Re: Sequence Number Generation With Zookeeper

2010-08-10 Thread David Rosenstrauch
Good news!  I got approval to release this code!  (Man, I love working 
for a startup!!!)  :-)


So anyone know:  what's the next step?  Do I need to obtain commit 
privileges?  Or do I deliver the code to someone who has commit privs 
who shepherds this for me?


Also, what (if anything) do I need to tweak in the code to make it 
release-ready.  (e.g., Change package names?  Slap an Apache license on 
it?  etc.)


Thanks,

DR

On 08/06/2010 10:39 PM, David Rosenstrauch wrote:

I'll run it by my boss next week.

DR

On 08/06/2010 07:30 PM, Mahadev Konar wrote:

Hi David,
I think it would be really useful. It would be very helpful for someone
looking for geenrating unique tokens/generations ids ( I can think of
plenty
of applications for this).

Please do consider contributing it back to the community!

Thanks
mahadev


On 8/6/10 7:10 AM, David Rosenstrauchdar...@darose.net wrote:


Perhaps. I'd have to ask my boss for permission to release the code.

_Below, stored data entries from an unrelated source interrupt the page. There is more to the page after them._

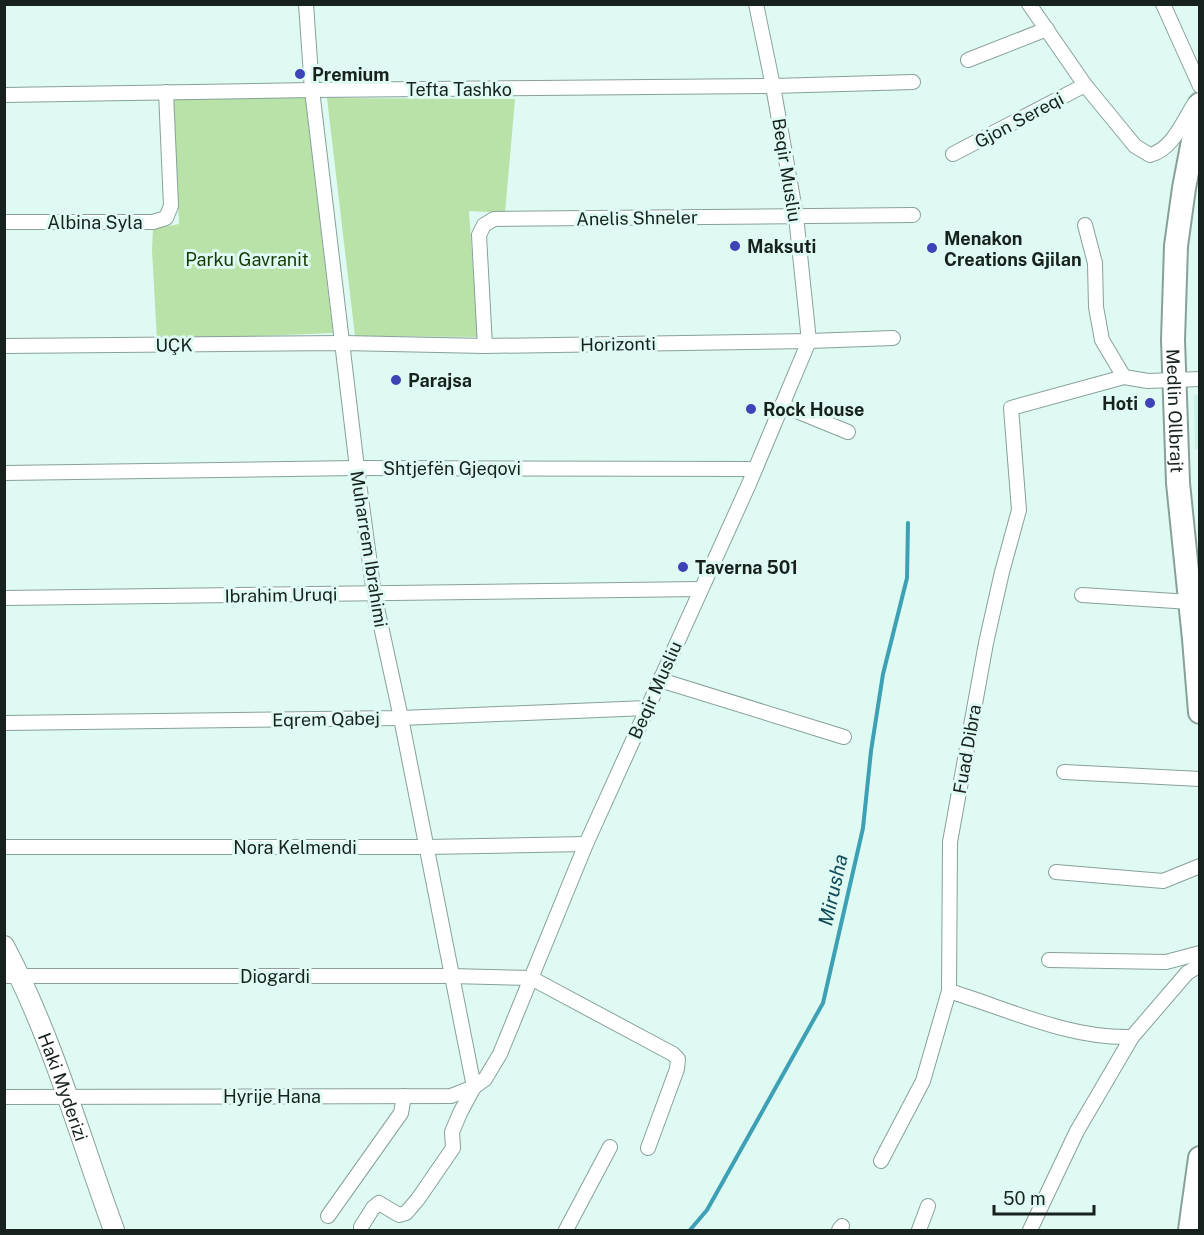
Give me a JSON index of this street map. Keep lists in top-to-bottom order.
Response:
{
  "streets": {
    "main road": ["Medlin Ollbrajt"],
    "street": [
      "Tefta Tashko",
      "Gjon Sereqi",
      "Beqir Musliu",
      "Anelis Shneler",
      "Albina Syla",
      "Horizonti",
      "UÇK",
      "Shtjefën Gjeqovi",
      "Muharrem Ibrahimi",
      "Ibrahim Uruqi",
      "Eqrem Qabej",
      "Fuad Dibra",
      "Nora Kelmendi",
      "Diogardi",
      "Haki Myderizi",
      "Hyrije Hana"
    ]
  },
  "crossings": [
    ["Tefta Tashko", "Beqir Musliu"],
    ["Tefta Tashko", "Albina Syla"],
    ["Tefta Tashko", "Muharrem Ibrahimi"],
    ["Gjon Sereqi", "Medlin Ollbrajt"],
    ["Beqir Musliu", "Anelis Shneler"],
    ["Beqir Musliu", "Horizonti"],
    ["Beqir Musliu", "Shtjefën Gjeqovi"],
    ["Beqir Musliu", "Muharrem Ibrahimi"],
    ["Beqir Musliu", "Ibrahim Uruqi"],
    ["Beqir Musliu", "Eqrem Qabej"],
    ["Beqir Musliu", "Nora Kelmendi"],
    ["Beqir Musliu", "Diogardi"],
    ["Beqir Musliu", "Hyrije Hana"],
    ["Anelis Shneler", "Horizonti"],
    ["Horizonti", "UÇK"],
    ["Horizonti", "Muharrem Ibrahimi"],
    ["UÇK", "Muharrem Ibrahimi"],
    ["Shtjefën Gjeqovi", "Muharrem Ibrahimi"],
    ["Muharrem Ibrahimi", "Ibrahim Uruqi"],
    ["Muharrem Ibrahimi", "Eqrem Qabej"],
    ["Muharrem Ibrahimi", "Nora Kelmendi"],
    ["Muharrem Ibrahimi", "Diogardi"],
    ["Muharrem Ibrahimi", "Hyrije Hana"],
    ["Diogardi", "Haki Myderizi"],
    ["Haki Myderizi", "Hyrije Hana"]
  ],
  "water": ["Mirusha"],
  "parks": ["Parku Gavranit"],
  "places": [
    "Premium",
    "Maksuti",
    "Menakon Creations Gjilan",
    "Parajsa",
    "Hoti",
    "Rock House",
    "Taverna 501"
  ],
  "scale_bar": "50 m"
}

Is this something that would be interesting/useful to other people? If
so, I can ask about it.

DR

On 08/05/2010 11:02 PM, Jonathan Holloway wrote:

Hi David,

We did discuss potentially doing this as well. It would be nice to
get some
recipes for Zookeeper done for this area, if people think it's
useful. Were
you thinking of submitting this back as a recipe, if not then I could
potentially work on such a recipe instead.

Many thanks,
Jon.



I just ran into this exact situation, and handled it like so:

I wrote a library that uses the option (b) you described above. Only
instead of requesting a single sequence number, you request a block
of them
at a time from Zookeeper, and then locally use them up one by one
from the
block you retrieved. Retrieving by block (e.g., by blocks of 1
at a
time) eliminates the contention issue.

Then, if you're finished assigning ID's from that block, but still
have a
bunch of ID's left in the block, the library has another function
to push
back the unused ID's. They'll then get pulled again in the next block
retrieval.

We don't actually have this code running in production yet, so I can't
vouch for how well it works. But the design was reviewed and given the
thumbs up by the core developers on the team, and the
implementation passes
all my unit tests.

HTH. Feel free to email back with specific questions if you'd like
more
details.

DR




Re: Sequence Number Generation With Zookeeper

2010-08-10 Thread Patrick Hunt

Great!

Basic details are here (create a jira, attach a patch, click submit 
and someone will review and help you get it into a state which we can 
commit). Probably you'd put your code into src/recipes or src/contrib 
(recipes sounds reasonable).

http://wiki.apache.org/hadoop/ZooKeeper/HowToContribute

Patrick

On 08/10/2010 09:59 AM, David Rosenstrauch wrote:

Good news!  I got approval to release this code!  (Man, I love working
for a startup!!!) :-)

So anyone know: what's the next step? Do I need to obtain commit
privileges? Or do I deliver the code to someone who has commit privs who
shepherds this for me?

Also, what (if anything) do I need to tweak in the code to make it
release-ready. (e.g., Change package names? Slap an Apache license on
it? etc.)

Thanks,

DR

On 08/06/2010 10:39 PM, David Rosenstrauch wrote:

I'll run it by my boss next week.

DR

On 08/06/2010 07:30 PM, Mahadev Konar wrote:

Hi David,
I think it would be really useful. It would be very helpful for someone
looking for geenrating unique tokens/generations ids ( I can think of
plenty
of applications for this).

Please do consider contributing it back to the community!

Thanks
mahadev


On 8/6/10 7:10 AM, David Rosenstrauchdar...@darose.net wrote:


Perhaps. I'd have to ask my boss for permission to release the code.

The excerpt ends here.